DIRECTIONS FOR THIS TASK: Find the string "shadow" in the records and copy each line where it occurs.

STORED DATA:
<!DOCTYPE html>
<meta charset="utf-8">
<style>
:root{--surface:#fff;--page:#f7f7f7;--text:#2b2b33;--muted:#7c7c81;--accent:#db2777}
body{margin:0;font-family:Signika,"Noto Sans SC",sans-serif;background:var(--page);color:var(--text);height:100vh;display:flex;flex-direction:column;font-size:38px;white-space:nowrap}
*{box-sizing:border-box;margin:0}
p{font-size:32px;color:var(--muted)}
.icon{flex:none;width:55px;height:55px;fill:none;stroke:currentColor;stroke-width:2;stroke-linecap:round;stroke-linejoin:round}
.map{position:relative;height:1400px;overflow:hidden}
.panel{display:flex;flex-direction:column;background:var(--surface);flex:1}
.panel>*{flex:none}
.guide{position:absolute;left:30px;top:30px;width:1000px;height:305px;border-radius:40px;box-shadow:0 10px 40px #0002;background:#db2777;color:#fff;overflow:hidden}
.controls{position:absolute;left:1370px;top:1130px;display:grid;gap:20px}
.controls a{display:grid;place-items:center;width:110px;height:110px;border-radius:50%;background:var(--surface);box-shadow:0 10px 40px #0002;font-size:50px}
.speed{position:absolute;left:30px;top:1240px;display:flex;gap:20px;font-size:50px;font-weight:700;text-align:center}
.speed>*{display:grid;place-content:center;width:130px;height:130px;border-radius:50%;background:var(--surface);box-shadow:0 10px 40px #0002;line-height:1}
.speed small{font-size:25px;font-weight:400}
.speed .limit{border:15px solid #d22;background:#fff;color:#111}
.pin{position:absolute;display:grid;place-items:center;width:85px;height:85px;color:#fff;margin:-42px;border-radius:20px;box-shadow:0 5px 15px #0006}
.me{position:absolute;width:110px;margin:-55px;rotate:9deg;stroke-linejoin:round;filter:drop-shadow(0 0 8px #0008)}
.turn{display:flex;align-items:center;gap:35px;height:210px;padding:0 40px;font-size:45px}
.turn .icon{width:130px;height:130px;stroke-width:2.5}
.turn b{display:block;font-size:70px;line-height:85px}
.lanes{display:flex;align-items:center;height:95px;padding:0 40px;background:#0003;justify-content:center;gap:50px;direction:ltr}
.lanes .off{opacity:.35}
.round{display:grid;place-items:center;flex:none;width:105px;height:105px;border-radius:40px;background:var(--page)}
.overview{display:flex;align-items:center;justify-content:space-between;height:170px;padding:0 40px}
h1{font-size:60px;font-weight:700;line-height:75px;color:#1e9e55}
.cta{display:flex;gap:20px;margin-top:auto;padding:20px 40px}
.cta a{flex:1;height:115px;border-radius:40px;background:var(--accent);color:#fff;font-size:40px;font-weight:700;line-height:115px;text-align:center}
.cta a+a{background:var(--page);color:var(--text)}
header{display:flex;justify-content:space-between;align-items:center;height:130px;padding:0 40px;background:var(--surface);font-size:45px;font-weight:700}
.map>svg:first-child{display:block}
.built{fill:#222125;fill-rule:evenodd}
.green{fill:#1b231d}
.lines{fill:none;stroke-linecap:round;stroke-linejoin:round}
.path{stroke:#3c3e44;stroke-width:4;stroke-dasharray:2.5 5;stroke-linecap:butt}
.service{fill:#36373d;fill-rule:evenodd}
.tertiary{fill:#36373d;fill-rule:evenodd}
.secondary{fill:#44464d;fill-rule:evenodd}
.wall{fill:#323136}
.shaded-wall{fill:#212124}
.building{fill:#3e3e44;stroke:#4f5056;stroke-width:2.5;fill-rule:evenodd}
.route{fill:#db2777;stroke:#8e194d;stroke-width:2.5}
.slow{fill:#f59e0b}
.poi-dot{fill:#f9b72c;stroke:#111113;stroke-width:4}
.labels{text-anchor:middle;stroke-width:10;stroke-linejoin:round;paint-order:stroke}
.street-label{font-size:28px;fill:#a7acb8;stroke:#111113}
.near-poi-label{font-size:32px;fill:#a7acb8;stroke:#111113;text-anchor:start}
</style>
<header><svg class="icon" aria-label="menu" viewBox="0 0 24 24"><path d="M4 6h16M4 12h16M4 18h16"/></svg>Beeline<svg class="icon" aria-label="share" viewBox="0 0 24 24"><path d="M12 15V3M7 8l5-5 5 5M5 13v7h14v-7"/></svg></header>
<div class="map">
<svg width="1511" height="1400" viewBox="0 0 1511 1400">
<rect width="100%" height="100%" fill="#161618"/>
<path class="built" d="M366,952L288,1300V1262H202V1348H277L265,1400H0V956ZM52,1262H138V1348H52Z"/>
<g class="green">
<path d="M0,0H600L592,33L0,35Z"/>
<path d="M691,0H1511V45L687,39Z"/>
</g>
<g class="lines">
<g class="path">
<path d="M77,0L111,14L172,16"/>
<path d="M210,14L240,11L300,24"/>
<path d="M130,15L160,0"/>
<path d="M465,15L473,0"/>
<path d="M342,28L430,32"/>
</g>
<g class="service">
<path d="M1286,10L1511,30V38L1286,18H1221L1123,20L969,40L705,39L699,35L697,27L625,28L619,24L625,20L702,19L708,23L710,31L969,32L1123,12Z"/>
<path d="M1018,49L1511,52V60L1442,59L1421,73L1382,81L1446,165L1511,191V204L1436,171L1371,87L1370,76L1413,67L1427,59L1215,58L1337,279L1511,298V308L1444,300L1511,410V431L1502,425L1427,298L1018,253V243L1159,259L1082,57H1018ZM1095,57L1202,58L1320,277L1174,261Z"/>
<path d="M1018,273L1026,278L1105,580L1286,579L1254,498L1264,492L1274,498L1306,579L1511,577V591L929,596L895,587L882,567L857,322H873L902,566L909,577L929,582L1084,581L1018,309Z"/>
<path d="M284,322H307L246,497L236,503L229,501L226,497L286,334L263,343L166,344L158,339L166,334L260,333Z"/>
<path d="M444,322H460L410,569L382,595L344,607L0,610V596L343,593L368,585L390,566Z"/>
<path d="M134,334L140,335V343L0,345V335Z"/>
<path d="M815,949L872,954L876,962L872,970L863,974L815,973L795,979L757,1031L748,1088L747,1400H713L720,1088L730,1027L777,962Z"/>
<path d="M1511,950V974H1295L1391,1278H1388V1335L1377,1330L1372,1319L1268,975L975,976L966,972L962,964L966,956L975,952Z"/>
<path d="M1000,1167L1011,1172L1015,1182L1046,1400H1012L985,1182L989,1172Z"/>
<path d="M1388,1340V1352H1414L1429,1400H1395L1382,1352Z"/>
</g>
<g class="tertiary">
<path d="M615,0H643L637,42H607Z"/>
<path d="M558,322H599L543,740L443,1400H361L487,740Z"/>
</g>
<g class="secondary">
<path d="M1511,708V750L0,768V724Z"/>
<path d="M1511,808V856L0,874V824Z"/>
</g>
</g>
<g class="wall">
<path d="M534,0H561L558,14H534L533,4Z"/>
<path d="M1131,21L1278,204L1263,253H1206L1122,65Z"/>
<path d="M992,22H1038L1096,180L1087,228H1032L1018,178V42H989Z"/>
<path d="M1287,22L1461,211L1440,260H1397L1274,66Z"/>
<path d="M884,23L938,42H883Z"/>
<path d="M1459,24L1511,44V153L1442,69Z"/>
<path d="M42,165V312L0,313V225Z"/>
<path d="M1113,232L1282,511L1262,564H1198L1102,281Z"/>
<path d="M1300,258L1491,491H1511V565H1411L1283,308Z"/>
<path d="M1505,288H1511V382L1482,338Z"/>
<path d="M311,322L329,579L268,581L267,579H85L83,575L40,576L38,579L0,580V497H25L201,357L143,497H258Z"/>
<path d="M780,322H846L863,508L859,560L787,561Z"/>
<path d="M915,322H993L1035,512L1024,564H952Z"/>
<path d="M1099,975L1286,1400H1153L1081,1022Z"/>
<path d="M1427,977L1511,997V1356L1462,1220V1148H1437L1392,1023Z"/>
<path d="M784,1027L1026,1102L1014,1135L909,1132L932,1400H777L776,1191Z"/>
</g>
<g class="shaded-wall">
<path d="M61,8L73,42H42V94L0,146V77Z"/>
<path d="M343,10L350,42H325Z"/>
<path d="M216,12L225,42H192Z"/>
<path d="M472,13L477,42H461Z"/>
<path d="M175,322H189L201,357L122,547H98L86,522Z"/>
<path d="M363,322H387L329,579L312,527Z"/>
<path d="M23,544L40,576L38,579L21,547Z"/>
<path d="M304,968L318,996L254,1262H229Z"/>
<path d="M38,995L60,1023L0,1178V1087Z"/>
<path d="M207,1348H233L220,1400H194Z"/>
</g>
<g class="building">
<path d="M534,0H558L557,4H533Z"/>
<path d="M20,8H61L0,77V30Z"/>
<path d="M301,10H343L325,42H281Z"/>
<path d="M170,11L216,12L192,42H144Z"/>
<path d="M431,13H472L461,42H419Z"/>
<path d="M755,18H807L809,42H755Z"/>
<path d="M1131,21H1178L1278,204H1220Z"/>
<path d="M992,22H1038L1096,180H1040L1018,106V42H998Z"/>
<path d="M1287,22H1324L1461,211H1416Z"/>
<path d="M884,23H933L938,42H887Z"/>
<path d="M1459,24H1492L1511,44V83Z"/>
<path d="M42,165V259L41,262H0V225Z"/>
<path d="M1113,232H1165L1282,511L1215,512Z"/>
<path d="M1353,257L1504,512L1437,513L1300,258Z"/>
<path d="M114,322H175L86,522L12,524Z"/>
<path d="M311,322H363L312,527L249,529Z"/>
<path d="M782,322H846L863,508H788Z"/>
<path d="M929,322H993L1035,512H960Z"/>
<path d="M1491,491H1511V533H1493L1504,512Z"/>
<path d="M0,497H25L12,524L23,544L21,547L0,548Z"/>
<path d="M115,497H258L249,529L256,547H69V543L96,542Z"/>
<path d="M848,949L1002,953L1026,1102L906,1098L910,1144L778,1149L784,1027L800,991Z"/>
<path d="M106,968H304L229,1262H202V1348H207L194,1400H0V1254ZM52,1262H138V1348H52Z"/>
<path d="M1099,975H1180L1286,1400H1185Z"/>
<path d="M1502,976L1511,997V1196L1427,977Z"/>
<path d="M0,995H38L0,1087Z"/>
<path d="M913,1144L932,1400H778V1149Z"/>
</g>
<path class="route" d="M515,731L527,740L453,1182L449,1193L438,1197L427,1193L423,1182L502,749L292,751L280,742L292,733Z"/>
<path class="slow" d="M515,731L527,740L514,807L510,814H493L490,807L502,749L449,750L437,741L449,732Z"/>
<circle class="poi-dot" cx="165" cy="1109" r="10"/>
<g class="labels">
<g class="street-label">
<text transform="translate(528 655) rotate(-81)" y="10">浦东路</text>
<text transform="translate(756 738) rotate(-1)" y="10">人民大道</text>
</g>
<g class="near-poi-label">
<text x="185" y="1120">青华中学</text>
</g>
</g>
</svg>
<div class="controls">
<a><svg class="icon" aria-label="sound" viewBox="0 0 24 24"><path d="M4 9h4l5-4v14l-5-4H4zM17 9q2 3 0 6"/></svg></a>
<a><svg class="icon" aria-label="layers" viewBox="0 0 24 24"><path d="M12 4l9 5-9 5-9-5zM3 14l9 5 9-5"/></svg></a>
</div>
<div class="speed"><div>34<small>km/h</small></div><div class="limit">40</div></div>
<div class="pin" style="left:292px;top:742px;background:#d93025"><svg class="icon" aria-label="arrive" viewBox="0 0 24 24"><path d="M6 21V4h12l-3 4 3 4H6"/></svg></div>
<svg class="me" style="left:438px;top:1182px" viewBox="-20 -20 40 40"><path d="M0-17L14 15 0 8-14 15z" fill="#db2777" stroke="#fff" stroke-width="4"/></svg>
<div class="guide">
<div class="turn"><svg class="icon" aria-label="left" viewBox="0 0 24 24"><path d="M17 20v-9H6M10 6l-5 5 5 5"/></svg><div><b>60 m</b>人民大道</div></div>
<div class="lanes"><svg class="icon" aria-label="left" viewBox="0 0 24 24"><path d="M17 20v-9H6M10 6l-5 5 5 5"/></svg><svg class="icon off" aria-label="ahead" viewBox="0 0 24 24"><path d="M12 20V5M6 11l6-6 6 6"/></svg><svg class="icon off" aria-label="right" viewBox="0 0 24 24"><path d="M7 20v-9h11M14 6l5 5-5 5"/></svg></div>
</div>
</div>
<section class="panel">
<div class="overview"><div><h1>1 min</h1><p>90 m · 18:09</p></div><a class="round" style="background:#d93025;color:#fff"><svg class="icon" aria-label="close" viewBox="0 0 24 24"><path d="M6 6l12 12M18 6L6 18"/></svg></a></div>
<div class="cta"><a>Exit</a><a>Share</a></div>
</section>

COMPLETED EXERCISE:
.guide{position:absolute;left:30px;top:30px;width:1000px;height:305px;border-radius:40px;box-shadow:0 10px 40px #0002;background:#db2777;color:#fff;overflow:hidden}
.controls a{display:grid;place-items:center;width:110px;height:110px;border-radius:50%;background:var(--surface);box-shadow:0 10px 40px #0002;font-size:50px}
.speed>*{display:grid;place-content:center;width:130px;height:130px;border-radius:50%;background:var(--surface);box-shadow:0 10px 40px #0002;line-height:1}
.pin{position:absolute;display:grid;place-items:center;width:85px;height:85px;color:#fff;margin:-42px;border-radius:20px;box-shadow:0 5px 15px #0006}
.me{position:absolute;width:110px;margin:-55px;rotate:9deg;stroke-linejoin:round;filter:drop-shadow(0 0 8px #0008)}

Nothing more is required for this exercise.